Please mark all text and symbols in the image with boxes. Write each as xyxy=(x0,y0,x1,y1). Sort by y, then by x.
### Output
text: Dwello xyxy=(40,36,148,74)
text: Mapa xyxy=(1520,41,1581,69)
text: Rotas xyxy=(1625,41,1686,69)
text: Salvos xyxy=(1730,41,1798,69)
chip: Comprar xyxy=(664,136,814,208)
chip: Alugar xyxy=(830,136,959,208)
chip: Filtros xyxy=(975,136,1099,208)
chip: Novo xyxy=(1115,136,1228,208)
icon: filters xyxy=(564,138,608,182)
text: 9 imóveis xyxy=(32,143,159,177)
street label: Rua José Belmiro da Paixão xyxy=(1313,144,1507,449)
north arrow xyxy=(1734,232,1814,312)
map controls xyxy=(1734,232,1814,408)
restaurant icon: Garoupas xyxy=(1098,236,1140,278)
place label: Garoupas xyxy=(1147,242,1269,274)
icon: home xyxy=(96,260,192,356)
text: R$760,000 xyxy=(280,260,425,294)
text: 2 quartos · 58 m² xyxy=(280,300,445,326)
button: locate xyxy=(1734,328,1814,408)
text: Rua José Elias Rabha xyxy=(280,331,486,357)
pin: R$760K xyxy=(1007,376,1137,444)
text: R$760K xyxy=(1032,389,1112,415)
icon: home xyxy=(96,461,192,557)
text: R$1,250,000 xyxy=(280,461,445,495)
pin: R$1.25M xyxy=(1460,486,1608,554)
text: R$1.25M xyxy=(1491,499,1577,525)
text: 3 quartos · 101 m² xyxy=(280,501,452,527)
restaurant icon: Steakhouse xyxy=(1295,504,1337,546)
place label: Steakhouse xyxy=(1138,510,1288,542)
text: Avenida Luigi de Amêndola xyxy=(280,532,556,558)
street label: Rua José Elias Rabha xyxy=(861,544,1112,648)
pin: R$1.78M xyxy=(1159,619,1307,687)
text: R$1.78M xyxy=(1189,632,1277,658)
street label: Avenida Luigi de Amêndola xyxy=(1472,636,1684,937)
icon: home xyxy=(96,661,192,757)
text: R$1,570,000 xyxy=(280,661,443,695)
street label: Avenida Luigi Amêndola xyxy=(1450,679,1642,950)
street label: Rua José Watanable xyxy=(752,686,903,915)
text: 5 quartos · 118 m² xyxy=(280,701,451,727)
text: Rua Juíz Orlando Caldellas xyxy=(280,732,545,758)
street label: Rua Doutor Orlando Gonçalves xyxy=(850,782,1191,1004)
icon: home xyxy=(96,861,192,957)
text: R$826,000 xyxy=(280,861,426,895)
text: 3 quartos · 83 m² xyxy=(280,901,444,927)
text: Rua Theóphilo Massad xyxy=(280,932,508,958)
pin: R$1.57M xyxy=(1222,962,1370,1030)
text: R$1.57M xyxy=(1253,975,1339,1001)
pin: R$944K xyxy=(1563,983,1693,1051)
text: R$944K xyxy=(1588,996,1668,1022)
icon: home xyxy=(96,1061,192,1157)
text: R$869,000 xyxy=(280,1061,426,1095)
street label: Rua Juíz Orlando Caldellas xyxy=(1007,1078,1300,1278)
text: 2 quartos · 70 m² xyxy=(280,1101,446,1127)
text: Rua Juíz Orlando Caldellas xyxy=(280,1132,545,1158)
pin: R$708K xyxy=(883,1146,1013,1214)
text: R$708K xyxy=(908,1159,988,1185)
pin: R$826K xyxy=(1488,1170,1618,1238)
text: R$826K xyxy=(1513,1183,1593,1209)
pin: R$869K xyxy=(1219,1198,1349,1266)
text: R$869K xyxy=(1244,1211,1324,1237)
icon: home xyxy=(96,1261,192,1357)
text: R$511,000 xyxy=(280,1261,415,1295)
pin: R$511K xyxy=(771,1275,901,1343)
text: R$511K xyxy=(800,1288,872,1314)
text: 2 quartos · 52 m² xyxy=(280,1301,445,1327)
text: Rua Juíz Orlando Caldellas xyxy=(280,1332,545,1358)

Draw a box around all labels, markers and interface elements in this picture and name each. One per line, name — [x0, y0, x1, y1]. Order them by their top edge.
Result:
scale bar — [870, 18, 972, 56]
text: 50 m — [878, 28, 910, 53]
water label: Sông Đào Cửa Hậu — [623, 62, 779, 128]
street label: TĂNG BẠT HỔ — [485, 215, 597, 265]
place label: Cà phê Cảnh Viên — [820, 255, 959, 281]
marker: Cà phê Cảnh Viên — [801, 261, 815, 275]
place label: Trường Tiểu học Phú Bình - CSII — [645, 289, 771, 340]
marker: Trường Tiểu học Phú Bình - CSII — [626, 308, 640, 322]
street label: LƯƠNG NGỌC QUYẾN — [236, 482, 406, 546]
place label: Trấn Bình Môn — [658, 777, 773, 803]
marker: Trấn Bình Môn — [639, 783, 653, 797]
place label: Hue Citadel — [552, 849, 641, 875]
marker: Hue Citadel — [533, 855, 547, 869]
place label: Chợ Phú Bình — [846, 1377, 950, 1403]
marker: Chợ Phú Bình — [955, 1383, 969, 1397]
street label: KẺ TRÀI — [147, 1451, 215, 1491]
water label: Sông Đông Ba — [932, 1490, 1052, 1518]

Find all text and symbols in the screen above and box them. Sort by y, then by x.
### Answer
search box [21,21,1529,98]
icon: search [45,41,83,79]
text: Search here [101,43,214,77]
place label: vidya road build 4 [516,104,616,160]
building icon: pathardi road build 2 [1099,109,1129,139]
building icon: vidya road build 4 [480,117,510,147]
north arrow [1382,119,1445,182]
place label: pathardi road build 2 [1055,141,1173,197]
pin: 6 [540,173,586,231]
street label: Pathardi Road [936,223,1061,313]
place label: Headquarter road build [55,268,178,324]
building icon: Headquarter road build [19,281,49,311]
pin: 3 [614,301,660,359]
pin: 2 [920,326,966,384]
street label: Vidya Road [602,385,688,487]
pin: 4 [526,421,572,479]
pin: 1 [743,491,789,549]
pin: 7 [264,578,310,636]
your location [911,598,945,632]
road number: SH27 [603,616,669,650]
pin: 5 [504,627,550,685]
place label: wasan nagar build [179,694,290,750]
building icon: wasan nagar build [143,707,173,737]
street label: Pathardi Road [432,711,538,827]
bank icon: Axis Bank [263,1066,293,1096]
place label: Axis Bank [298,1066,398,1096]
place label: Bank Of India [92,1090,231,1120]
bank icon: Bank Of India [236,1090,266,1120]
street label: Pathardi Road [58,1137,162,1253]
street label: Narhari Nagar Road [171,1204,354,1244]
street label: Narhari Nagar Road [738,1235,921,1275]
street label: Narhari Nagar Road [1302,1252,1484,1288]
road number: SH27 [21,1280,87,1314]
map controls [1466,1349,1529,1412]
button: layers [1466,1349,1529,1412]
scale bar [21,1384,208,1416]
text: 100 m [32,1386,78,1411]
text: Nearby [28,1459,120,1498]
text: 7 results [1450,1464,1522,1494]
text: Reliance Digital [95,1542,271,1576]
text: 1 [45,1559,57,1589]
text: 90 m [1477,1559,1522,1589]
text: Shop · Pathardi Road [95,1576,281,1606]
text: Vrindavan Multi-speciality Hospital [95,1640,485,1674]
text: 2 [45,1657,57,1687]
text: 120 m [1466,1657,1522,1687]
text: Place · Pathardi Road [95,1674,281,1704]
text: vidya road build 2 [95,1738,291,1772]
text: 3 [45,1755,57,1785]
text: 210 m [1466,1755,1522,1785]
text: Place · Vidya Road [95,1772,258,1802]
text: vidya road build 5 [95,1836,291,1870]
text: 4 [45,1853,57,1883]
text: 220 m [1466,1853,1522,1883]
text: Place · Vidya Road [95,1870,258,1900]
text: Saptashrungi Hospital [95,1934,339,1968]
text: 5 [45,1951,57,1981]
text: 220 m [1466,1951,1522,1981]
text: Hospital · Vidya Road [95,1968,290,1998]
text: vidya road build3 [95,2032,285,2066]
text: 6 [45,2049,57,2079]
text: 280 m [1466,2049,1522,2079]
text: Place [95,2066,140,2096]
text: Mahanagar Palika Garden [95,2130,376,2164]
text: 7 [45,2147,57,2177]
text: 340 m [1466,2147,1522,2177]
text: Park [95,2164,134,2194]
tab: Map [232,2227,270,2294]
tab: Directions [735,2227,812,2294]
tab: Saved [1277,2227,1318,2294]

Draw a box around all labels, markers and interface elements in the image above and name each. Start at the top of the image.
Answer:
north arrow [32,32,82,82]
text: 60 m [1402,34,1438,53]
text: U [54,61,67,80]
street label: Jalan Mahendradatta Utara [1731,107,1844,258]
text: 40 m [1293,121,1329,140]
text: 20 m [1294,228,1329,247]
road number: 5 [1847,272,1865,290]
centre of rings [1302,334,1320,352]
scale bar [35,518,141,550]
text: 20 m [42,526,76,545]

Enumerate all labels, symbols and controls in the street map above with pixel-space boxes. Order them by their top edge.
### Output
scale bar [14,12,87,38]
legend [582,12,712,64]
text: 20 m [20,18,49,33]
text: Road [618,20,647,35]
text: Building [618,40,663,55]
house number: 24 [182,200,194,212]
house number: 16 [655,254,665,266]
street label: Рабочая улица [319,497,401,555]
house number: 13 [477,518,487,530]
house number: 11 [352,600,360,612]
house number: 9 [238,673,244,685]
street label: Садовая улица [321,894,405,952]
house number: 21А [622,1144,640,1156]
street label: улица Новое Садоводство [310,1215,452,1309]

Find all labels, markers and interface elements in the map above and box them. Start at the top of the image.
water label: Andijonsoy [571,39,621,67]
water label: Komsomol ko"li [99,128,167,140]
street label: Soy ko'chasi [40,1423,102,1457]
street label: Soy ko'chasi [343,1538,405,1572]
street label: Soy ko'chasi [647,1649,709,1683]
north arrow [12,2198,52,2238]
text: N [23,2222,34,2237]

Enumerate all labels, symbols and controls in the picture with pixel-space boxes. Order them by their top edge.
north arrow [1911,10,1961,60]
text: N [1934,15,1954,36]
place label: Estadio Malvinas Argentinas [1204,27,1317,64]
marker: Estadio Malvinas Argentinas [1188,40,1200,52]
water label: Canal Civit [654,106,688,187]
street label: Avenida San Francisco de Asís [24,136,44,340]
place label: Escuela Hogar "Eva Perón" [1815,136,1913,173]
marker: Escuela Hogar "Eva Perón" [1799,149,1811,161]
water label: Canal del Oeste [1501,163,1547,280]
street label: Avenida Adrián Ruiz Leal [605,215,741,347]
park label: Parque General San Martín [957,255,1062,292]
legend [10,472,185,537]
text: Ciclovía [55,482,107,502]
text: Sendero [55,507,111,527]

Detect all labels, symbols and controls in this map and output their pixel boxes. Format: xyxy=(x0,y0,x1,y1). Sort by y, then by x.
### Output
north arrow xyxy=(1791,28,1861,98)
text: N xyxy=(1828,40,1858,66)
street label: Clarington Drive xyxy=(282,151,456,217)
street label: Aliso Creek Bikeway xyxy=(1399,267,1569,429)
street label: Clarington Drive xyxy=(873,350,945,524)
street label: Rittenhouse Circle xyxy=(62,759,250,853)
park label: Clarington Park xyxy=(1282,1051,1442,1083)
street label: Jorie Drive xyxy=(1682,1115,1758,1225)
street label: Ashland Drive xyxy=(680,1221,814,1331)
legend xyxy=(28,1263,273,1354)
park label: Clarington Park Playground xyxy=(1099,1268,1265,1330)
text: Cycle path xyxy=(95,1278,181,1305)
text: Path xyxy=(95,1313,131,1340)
*-*-*
**Requirement:**
When a line in the listing includes the word "CSII", report that line in full.

**Written response:**
place label: Trường Tiểu học Phú Bình - CSII — [645, 289, 771, 340]
marker: Trường Tiểu học Phú Bình - CSII — [626, 308, 640, 322]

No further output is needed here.